Step 3. Do not count calories for life
When first beginning to lose weight, most people follow a program or a plan to take the pounds off. While there are many good programs on the market, I have seen too many people fall off their program, only to gain the weight back. This is why 90 to 95 per cent of all dieters eventually gain the weight back. Don’t misunderstand — there are many wonderful weight loss books, programs, etc., on the market that can help with the initial weight that needs to be lost. However, in addition to this, it is also critical to become a student of nutrition. This is essential when you fall off your program (which you will at one point or another), because you will have the basic fundamental nutritional skills to climb back onto the heath wagon without feelings of deprivation. As one of the most powerful tools we have for health and disease prevention, learning the basics of nutrition is one of the most valuable assets you can offer yourself and your family. Keep in mind that any diet that overly restricts the intake of calories, carbohydrates or fats is not a sustainable diet.

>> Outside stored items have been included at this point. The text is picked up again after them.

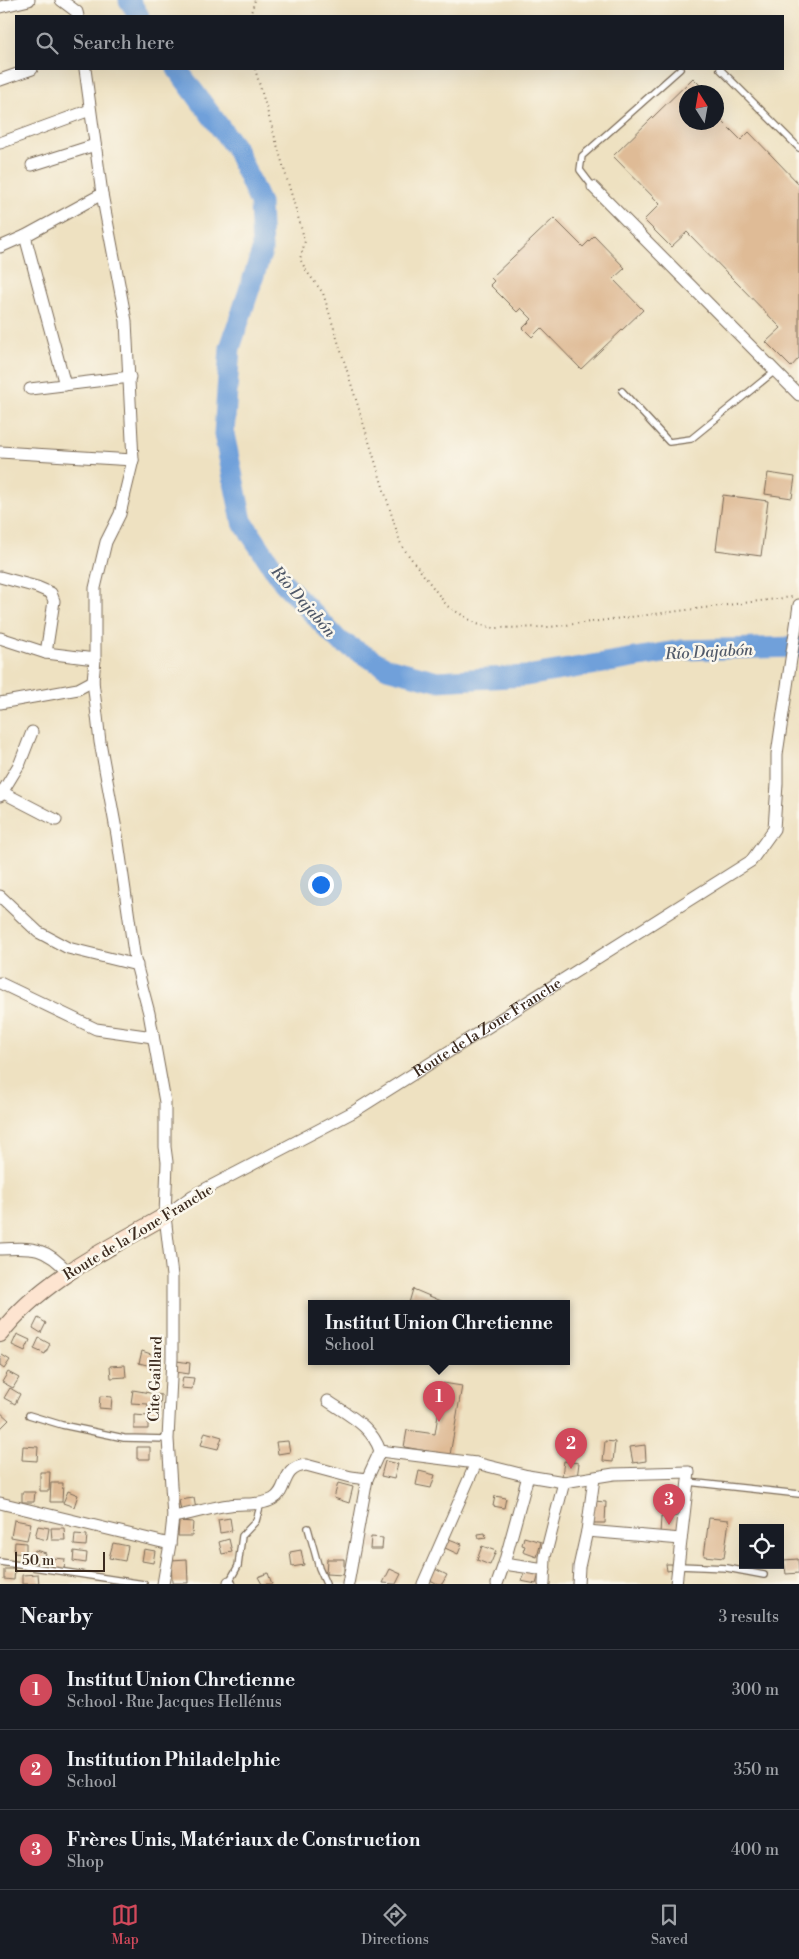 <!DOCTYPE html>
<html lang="en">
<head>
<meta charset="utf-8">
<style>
	body { margin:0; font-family:"Libre Bodoni",serif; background:#242831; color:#f1f3f6 }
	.controls { position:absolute; right:15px; bottom:15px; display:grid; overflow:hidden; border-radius:0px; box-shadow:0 5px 20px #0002 }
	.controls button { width:45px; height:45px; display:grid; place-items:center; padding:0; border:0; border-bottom:1px solid #363941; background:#171b24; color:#f1f3f6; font:25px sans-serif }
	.compass { position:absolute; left:679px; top:85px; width:45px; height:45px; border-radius:50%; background:#171b24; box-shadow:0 5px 20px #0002; rotate:349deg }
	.scale { position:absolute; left:15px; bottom:12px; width:90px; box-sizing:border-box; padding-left:5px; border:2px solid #3b2a1e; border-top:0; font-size:14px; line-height:18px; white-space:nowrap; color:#3b2a1e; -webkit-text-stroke:4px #fbf7ec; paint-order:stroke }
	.you { position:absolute; left:320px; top:884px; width:18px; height:18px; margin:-12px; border:4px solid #fff; border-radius:50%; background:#1a73e8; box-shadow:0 0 0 8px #1a73e833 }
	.badge { display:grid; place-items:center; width:32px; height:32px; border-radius:50%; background:#d1495b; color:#fff; font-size:16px; font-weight:700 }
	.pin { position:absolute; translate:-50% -41px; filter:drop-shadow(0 1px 2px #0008) }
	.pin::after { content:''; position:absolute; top:26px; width:18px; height:15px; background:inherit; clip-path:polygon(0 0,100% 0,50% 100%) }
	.popup { position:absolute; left:308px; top:1300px; width:262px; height:65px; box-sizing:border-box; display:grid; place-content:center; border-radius:0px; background:#171b24; filter:drop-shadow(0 1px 4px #0005); font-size:16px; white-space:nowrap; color:#9ea1a6 }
	.popup b { font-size:19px; color:#f1f3f6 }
	.popup::after { content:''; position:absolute; left:50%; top:100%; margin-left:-10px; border:10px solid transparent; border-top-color:#171b24 }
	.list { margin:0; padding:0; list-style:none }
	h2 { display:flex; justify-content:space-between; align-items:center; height:65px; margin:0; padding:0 20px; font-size:21px }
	h2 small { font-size:16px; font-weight:400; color:#9ea1a6 }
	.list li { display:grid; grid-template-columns:32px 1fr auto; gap:15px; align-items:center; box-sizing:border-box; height:80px; padding:0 20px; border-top:1px solid #363941 }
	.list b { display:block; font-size:19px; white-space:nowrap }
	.list p { margin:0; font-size:16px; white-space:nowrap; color:#9ea1a6 }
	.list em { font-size:16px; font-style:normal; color:#9ea1a6 }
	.icon { flex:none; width:28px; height:28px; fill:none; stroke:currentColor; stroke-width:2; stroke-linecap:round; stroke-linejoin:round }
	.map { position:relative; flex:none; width:799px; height:1584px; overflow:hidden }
	.search { position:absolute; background:#171b24; box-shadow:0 5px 20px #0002; left:15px; right:15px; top:15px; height:55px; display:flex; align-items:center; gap:12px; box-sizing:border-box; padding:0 18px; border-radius:0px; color:#9ea1a6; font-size:19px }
	.sheet { height:305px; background:#171b24 }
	nav { display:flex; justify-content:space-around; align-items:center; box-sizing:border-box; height:70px; border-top:1px solid #363941; background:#171b24; font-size:14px; color:#9ea1a6 }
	nav a { display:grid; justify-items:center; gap:2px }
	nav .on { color:#d1495b }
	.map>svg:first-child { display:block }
</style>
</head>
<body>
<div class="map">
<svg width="799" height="1584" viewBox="0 0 799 1584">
	<rect width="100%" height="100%" fill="#fbf7ec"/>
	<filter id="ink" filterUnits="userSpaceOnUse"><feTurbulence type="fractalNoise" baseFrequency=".02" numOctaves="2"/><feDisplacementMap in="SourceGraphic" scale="10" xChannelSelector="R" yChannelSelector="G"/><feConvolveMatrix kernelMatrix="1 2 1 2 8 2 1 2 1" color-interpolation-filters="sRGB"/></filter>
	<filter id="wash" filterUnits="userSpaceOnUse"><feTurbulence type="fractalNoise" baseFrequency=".0096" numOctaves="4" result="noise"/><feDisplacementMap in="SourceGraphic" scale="20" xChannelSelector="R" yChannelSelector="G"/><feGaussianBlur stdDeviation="1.12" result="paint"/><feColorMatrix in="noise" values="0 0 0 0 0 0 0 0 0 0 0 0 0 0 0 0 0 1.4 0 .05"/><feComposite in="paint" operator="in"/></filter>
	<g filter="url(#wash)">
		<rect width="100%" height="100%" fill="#eee1c1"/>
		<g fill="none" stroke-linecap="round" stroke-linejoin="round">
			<path stroke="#70a0da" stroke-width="21" d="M129,0L139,16
				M177,69L236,149L260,203L262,251L230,348L224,434L242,521L283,582L338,640L387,668L437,681L526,676L682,650L799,647"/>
		</g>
		<g id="blocks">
			<path fill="#dfbb96" d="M693,78L707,92H686V122H716V115L741,140L749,132L799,184V358L791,367L766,342L781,328L687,232L671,247L644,220L660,204L613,156Z
				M554,218L583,247L594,236L625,268L613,279L643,310L581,369L541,328L532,337L523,328L532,319L521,308L517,312L490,285L494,281L491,278Z
				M768,473L795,477L792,498L765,494Z
				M723,495L768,501L761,556L716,550Z
				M413,1289L446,1303H409Z
				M38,1318L46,1323L41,1333L33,1328Z
				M17,1334L30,1340L25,1351L12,1345Z
				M39,1338L50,1344L45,1354L34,1349Z
				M142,1351L154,1355L151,1366L139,1363Z
				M2,1355L10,1360L4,1369L0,1366V1357Z
				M177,1361L190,1363L189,1374L176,1372Z
				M125,1365L126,1377L111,1378L110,1366Z
				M8,1372L19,1378L13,1388L2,1382Z
				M183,1377L194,1378L192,1389L181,1388Z
				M443,1383L462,1386L450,1455L404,1447L407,1430L435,1434Z
				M10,1388L20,1394L15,1404L4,1398Z
				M133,1390L161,1395L160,1414L148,1412V1404L131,1403Z
				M100,1396L112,1397L111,1409L99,1408Z
				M0,1412L9,1420L0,1429Z
				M134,1415L148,1416V1429H134Z
				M205,1432L222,1437L218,1449L201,1445Z
				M288,1441L290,1452L278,1454L276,1442Z
				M605,1441L615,1442L613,1462L603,1461Z
				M645,1445L646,1461L633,1463L630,1447Z
				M23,1446L38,1447L37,1461L22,1460Z
				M137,1447H150V1459H137Z
				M385,1461L398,1464L394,1479L381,1476Z
				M564,1461L579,1463L577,1478L562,1476Z
				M419,1471L435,1475L431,1488L416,1485Z
				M40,1472H50L49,1491H40Z
				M51,1483H63L62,1502H50Z
				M338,1483L353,1487L349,1503L334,1498Z
				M68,1491L78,1495L74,1507L63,1503Z
				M22,1492H35L34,1502H22Z
				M495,1496L506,1498L504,1508L493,1506Z
				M194,1498L196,1509L181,1511L179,1500Z
				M594,1501L606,1502L605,1523H593Z
				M679,1516V1534H660L661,1517Z
				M230,1518L232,1531L220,1533L218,1520Z
				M709,1518L729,1520L724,1558L704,1556Z
				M14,1520L31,1523L27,1540L11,1537Z
				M179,1521L193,1522L192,1536H178Z
				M38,1526L49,1528L47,1540L35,1537Z
				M51,1528H64L65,1540H52Z
				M485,1533L486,1538L479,1539L478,1534Z
				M75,1534L87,1535L86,1546L74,1545Z
				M371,1537L383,1538L382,1549H370Z
				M524,1537L541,1542L537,1557L523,1552L525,1546L522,1545Z
				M229,1539L232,1552L222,1554L219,1542Z
				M449,1539L462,1544L458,1554L445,1548Z
				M15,1542L26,1543V1554L14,1553Z
				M113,1543L128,1546L125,1561L109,1558Z
				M482,1546L496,1551L490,1565L477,1560Z
				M144,1549L155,1551L153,1563L142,1561Z
				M35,1550L46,1553L42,1564L32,1561Z
				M301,1550L304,1565L292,1567L290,1552Z
				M74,1551L87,1553L86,1563L73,1561Z
				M53,1558L65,1559L64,1570H52Z
				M187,1559L188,1583H172L171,1560Z
				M327,1559H344V1575L326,1574Z
				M798,1559L799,1573L786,1574L784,1560Z
				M666,1564H672L673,1570L667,1571Z
				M433,1568L447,1575L442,1584H438L428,1579Z
				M4,1569H15L14,1580L4,1579Z
				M390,1569L401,1574L396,1584L383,1583Z
				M526,1569L539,1574L536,1584L521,1581Z
				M268,1573L272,1584H262L258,1577Z
				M38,1574L39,1584H22V1575Z"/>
		</g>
	</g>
	<g filter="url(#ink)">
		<use href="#blocks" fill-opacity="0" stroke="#7a6a57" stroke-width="1"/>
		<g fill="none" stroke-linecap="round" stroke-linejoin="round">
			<g stroke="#7a6a57" stroke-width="8">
				<path id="lane" d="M720,69L799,148
					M593,187L580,170L582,156L680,69
					M622,391L669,442L691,439L776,370
					M29,1415L62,1425L124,1438L168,1439
					M688,1482L799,1494
					M308,1528L319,1568L326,1584
					M0,1562L144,1584
					M679,1566L727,1568L764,1575
					M229,1582L238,1566L242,1536L256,1521L261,1503"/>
			</g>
			<g stroke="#7a6a57" stroke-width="13">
				<g id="street">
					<path d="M61,0L77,12L78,16"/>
					<path d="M0,7L29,0"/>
					<path d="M0,80L32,69"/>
					<path d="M0,143L90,110"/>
					<path d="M32,165L95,145"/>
					<path d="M593,187L799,395"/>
					<path d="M102,194L126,321L133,460L120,514L106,542L95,588V659L93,681L100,742L117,835L135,960L149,1013L165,1102V1147L167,1162L165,1216L172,1276V1358L168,1439L173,1517L170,1544L163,1584"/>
					<path d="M25,236L65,385"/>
					<path d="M0,247L25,236L102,194L85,69"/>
					<path d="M30,389L130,377"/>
					<path d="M0,452L133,460"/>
					<path d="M0,577L37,587L51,593L54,601L46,653"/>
					<path d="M0,638L46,653L95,659"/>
					<path d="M0,703L78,689L93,681"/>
					<path d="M0,791L56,820"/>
					<path d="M0,796L20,763L32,732"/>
					<path d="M0,896L38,932L68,948L137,965"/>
					<path d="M0,983L96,1029L153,1037"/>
					<path id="s1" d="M165,1216L192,1196L353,1112L751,861L774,829L777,784V754L799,605"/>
					<path d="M0,1249C33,1247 46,1247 69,1273"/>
					<path d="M328,1401C348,1415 372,1426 380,1451"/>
					<path d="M380,1451L476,1463L528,1476L564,1482L614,1474L689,1472L676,1584"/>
					<path d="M528,1476L504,1564L545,1570"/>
					<path d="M0,1503L170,1544"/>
					<path d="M173,1517C192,1514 211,1507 230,1505C244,1503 261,1506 273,1499C289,1490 280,1468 306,1465L351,1477L367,1479"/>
					<path d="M587,1531L681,1539"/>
					<path d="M229,1582L230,1584"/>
					<path d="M348,1584L367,1479L380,1451"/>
					<path d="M423,1584L476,1463"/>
					<path d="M497,1584L504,1564"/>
					<path d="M544,1584L545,1557L564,1482"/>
					<path d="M578,1584L579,1567L587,1531L594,1478"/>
				</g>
			</g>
			<g stroke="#7a6a57" stroke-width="18">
				<path id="secondary" d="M0,1334C41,1280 108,1249 165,1216"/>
			</g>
			<path stroke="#7a6a57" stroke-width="2" stroke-dasharray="1 4" stroke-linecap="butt" d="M250,16L255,0
				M255,69L305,241L300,259L307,272L323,293L401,545L447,606L477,624L494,628L550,627L792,597"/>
			<use href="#lane" stroke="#fff" stroke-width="5.5"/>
			<use href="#street" stroke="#fff" stroke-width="11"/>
			<use href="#secondary" stroke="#fde4d0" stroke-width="16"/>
		</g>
	</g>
	<g text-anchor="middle" stroke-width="5" stroke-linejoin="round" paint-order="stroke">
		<g font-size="15" fill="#3b2a1e" stroke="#fbf7ec">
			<text dy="5" stroke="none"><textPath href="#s1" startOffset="374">Route de la Zone Franche</textPath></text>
			<text transform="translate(138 1232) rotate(-31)" y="5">Route de la Zone Franche</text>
			<text transform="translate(155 1379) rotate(-88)" y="5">Cite Gaillard</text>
		</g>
		<g font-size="16" font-style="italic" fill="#505969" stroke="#fbf7ec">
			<text transform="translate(304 601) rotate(49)" y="6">Río Dajabón</text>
			<text transform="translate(709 651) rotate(-3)" y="6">Río Dajabón</text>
		</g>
	</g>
</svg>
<div class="controls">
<button><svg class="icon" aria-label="locate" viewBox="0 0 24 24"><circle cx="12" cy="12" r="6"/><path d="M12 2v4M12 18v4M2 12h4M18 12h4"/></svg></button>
</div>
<svg class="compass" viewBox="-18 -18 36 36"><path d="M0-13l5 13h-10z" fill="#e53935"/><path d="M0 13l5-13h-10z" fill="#9ea1a6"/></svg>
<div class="scale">50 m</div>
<div class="you"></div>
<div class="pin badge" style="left:439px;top:1422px">1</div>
<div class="popup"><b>Institut Union Chretienne</b>School</div>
<div class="pin badge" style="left:571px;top:1469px">2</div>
<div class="pin badge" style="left:669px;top:1525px">3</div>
<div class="search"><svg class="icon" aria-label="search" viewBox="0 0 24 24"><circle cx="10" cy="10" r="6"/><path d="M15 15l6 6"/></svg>Search here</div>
</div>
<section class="sheet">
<h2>Nearby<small>3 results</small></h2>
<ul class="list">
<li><span class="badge">1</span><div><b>Institut Union Chretienne</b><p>School · Rue Jacques Hellénus</p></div><em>300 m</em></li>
<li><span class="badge">2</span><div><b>Institution Philadelphie</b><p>School</p></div><em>350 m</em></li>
<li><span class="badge">3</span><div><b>Frères Unis, Matériaux de Construction</b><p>Shop</p></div><em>400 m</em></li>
</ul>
</section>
<nav>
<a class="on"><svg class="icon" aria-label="map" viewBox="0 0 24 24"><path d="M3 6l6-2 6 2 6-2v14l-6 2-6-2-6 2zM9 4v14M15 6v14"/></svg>Map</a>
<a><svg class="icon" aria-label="directions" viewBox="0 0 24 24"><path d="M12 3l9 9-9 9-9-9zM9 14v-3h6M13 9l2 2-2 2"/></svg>Directions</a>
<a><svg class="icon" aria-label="saved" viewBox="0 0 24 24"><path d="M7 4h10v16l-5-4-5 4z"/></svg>Saved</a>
</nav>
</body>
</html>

Step 4. Do not eat past 7p.m.
When implementing behavioural changes, those related to food are often the hardest to make. That being said, it is often difficult for people to change their habit of late-night eating. Unfortunately, the pattern of skipping breakfast, eating a fast food lunch and a late night dinner of pasta, bread and other starches is a one-way ticket to weight gain and fatigue. Instead of falling into this vicious cycle, try to eat dinner no later than 7p.m. In addition, dinner is the perfect meal to maximize protein and vegetables and put less emphasis on grains. If you do eat a grain, try to select whole grain breads, pastas or brown rice. If the urge to munch does creep up later in the evening, satiate the feeling by munching on “free foods” such as cucumbers, celery or broccoli florets. In addition, drinking herbal tea or water helps to fill you up and cut down on sugar cravings.
Wishing you a healthy and happy road filled with delicious and healthy food options. Bon appetite!